Walmart-backed digital payments titan PhonePe has officially hit the pause button on its highly anticipated ₹10,115 crore (approx. $1.3 billion) Initial Public Offering (IPO) on the Indian bourses.
The strategic deferral comes directly in response to extreme secondary market volatility triggered by the escalating West Asia conflict involving Iran, which has rattled global equity sentiment and sent domestic benchmark indices tumbling.
1. Slicing Open the IPO Structure & Exit Pipeline
The proposed public issue had already secured formal clearance from the Securities and Exchange Board of India (SEBI) following a confidential pre-filing route. Because PhonePe has an 18-month regulatory window post-approval to execute the float, management opted for a tactical retreat rather than navigating a hostile macroeconomic window.

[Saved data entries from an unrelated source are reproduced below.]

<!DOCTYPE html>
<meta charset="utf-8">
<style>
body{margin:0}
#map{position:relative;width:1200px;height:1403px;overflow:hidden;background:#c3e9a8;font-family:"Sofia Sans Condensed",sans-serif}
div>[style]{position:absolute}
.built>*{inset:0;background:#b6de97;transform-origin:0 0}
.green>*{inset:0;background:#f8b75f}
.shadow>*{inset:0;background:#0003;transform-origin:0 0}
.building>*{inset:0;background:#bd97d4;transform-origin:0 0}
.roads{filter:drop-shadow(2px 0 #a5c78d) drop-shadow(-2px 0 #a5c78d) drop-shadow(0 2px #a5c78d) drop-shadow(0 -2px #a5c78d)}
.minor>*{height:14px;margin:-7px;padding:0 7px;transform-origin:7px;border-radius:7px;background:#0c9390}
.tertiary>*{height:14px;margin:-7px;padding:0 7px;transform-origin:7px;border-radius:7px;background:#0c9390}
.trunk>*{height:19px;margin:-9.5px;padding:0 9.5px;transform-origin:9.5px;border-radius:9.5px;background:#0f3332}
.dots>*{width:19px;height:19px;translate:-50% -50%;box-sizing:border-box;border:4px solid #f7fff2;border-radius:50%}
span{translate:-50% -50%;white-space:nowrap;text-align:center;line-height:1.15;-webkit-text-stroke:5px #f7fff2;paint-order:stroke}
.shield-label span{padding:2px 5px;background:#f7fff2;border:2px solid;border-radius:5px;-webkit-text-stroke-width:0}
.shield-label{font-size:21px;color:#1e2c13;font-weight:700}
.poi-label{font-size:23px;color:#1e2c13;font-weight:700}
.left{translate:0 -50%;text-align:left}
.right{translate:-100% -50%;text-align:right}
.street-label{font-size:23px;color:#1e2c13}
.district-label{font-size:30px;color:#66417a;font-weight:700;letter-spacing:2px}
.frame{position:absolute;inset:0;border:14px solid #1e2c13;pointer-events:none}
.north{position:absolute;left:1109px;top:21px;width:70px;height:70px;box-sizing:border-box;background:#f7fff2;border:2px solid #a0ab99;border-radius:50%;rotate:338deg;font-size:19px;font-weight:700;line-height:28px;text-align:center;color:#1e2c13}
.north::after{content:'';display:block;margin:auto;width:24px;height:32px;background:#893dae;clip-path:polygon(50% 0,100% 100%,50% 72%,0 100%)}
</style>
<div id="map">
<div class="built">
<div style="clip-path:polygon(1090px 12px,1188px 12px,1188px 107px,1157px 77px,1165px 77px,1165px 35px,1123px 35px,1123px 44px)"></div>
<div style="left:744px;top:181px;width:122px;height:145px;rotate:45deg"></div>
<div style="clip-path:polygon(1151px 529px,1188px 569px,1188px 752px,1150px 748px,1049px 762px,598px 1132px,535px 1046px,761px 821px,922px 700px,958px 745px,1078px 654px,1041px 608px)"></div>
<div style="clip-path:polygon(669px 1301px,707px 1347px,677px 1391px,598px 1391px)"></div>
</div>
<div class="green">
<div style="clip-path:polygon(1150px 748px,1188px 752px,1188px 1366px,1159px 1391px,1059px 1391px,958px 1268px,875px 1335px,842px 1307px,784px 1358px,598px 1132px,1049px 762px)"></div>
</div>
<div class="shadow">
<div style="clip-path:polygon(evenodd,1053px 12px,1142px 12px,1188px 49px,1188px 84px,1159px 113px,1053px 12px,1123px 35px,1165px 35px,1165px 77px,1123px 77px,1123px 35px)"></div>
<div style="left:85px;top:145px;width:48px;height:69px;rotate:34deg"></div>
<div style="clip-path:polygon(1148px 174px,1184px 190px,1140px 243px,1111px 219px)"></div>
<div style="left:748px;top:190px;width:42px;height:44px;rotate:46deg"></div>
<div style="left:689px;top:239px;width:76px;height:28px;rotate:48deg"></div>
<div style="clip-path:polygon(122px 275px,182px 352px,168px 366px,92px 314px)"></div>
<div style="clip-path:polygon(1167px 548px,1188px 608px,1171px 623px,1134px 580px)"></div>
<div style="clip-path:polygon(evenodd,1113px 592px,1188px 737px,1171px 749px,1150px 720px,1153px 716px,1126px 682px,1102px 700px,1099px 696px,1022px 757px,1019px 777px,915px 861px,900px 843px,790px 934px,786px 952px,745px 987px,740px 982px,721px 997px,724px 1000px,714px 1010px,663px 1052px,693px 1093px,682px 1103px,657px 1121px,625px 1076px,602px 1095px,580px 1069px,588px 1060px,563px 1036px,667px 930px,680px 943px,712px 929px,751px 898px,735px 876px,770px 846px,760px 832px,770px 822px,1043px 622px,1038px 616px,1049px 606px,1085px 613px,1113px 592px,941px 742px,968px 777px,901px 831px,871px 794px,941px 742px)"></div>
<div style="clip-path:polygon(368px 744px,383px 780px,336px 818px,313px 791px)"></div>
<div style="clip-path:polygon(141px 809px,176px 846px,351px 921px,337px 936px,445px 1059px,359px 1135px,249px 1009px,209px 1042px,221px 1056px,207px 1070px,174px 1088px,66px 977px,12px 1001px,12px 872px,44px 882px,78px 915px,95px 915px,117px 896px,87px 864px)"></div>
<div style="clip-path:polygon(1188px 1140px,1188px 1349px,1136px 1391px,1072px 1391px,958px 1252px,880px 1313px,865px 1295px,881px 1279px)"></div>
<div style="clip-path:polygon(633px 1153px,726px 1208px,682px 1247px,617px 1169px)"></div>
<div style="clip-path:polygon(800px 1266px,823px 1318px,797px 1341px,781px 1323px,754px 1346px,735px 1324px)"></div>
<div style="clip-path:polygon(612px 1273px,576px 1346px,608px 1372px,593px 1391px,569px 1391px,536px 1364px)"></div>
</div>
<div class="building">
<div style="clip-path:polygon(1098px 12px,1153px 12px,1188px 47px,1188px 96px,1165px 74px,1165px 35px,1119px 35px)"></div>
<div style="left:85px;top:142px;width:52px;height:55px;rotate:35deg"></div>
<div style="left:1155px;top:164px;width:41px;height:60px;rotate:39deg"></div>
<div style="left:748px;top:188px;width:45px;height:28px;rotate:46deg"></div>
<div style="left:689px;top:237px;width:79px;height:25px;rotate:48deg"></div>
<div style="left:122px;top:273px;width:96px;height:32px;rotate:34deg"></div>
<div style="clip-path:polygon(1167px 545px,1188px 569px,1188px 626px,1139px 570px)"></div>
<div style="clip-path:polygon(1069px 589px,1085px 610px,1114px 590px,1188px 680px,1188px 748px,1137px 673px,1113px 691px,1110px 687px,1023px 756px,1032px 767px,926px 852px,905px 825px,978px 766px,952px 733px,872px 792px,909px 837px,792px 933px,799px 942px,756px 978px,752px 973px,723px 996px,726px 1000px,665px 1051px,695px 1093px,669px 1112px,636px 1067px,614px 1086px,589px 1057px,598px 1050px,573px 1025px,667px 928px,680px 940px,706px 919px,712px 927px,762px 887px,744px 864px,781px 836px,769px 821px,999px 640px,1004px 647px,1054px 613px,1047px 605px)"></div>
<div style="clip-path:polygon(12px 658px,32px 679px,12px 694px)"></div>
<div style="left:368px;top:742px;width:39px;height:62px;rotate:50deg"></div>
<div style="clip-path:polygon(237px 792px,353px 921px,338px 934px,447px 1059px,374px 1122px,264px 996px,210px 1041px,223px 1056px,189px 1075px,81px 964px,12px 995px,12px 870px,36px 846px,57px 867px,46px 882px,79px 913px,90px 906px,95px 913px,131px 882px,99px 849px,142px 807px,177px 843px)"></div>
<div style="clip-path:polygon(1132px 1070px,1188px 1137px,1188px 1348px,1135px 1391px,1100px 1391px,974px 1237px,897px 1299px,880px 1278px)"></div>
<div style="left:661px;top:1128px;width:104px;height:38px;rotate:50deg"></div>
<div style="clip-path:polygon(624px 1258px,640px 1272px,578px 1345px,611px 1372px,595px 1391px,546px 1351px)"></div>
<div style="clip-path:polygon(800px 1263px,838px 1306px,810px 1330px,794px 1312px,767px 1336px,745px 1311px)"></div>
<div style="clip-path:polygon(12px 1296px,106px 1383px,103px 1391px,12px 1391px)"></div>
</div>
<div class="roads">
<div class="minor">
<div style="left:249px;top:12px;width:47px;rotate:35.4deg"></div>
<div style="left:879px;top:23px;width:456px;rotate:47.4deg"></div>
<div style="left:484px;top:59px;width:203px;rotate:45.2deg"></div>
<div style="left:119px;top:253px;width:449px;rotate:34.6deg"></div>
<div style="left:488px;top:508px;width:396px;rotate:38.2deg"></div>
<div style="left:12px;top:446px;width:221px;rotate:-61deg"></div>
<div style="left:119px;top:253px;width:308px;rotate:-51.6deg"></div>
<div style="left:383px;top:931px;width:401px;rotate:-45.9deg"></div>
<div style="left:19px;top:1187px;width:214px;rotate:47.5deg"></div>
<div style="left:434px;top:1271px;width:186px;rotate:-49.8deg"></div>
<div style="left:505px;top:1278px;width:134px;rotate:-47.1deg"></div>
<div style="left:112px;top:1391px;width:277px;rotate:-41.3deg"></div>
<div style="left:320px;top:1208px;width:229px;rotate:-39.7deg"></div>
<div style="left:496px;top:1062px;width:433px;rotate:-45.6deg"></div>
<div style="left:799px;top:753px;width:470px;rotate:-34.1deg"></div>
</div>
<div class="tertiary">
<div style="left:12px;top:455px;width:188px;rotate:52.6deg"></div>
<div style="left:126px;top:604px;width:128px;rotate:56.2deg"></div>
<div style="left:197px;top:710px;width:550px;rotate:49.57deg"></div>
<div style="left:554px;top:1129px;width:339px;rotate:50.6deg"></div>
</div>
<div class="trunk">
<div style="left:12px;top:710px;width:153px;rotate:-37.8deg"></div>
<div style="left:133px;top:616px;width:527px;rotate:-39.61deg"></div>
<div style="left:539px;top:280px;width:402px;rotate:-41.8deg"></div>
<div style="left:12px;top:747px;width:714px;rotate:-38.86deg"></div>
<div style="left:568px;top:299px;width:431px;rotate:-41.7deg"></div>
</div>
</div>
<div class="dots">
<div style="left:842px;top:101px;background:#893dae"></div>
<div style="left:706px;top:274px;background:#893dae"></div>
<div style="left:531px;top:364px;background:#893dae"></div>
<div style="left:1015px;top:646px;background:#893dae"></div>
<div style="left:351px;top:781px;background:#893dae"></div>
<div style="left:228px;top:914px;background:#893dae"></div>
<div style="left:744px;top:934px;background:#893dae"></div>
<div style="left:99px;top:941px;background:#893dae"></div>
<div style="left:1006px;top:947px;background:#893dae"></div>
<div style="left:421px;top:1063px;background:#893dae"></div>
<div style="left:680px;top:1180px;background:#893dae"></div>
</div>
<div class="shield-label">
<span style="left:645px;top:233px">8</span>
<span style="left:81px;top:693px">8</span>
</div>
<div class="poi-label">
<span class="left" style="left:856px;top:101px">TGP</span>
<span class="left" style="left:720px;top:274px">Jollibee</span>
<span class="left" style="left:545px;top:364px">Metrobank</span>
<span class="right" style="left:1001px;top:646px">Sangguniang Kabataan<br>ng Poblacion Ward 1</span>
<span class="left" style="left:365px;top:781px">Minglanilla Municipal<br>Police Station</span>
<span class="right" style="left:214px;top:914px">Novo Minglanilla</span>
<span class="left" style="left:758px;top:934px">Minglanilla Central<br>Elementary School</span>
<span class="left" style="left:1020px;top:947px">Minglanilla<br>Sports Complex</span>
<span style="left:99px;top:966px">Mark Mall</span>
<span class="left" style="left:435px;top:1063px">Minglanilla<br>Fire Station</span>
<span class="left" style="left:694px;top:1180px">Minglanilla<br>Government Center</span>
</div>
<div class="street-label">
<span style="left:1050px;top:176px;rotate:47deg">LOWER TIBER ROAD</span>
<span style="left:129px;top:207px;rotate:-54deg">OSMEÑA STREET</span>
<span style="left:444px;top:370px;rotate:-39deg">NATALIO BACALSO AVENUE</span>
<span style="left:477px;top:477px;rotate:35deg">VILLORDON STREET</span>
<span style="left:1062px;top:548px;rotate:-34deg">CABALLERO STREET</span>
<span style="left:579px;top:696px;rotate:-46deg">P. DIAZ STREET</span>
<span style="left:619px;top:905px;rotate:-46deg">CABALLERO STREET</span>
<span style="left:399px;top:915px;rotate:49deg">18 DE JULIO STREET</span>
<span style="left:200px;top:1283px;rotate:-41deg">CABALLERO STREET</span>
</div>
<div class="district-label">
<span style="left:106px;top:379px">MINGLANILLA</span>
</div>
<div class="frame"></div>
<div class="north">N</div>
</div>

- A Pure Offer for Sale (OFS): The $1.3 billion issue was structured entirely as an OFS, meaning PhonePe itself would not receive any fresh primary capital. Instead, the listing was designed as a major liquidity event for early institutional backers.
- The Corporate Selling Mix: Majority owner Walmart (holding a 71.77% controlling stake) planned to pare its equity by roughly 9% to 10%, offloading up to 45.9 million shares. Concurrently, legacy venture backers Tiger Global and technology major Microsoft were slated to use the window to execute a complete exit from the fintech’s cap table.
2. The Great Valuation Disconnect
While PhonePe’s executive team, led by CEO Sameer Nigam, explicitly maintained that market turbulence was the sole driver behind the pause, investment banking circles point to underlying friction regarding the company’s public market valuation targets
With the Nifty 50 and BSE Sensex sliding roughly 7% to 9% since the outbreak of the geopolitical crisis, and Foreign Portfolio Investors (FPIs) heavily liquidating Indian equities to hedge against surging crude oil prices, underwriters strongly advised PhonePe to temper its expectations. Pressing pause prevents a potential “down-round listing” that could severely dent consumer sentiment and disrupt the future IPO roadmaps of its sister company, Flipkart.
3. Operational Performance: Financial Trajectory Remains Strong
The delay is fundamentally a timing recalibration rather than a reflection of operational weakness. PhonePe continues to exercise extreme structural dominance over India’s digital payments architecture:
| Key Business Metric | Performance Baseline & Market Position |
| UPI Network Market Share | ~45% Absolute Volume Share — firmly ahead of principal rival Google Pay (~35%). |
| Monthly Transaction Volume | Processing close to 10 billion monthly transactions with a gross value exceeding $145 billion. |
| Revenue Expansion (CAGR) | Logged a stellar 56.25% revenue compound annual growth rate, reaching ₹7,114.85 crore ($857 million) in FY25. |
| Bottom-Line Trajectory | Restated net losses narrowed from $240 million down to $208 million in FY25. Meticulously stripping out legacy one-time ESOP costs tied to its structural corporate relocation from Singapore back to India, the core business would have posted a positive net profit of $76 million. |
Beyond basic peer-to-peer money transfers, PhonePe has spent the last year aggressively scaling high-margin alternative revenue streams, expanding heavily into consumer stockbroking via its Share.Market interface, domestic mutual fund distribution, consumer credit lines, and insurance tech.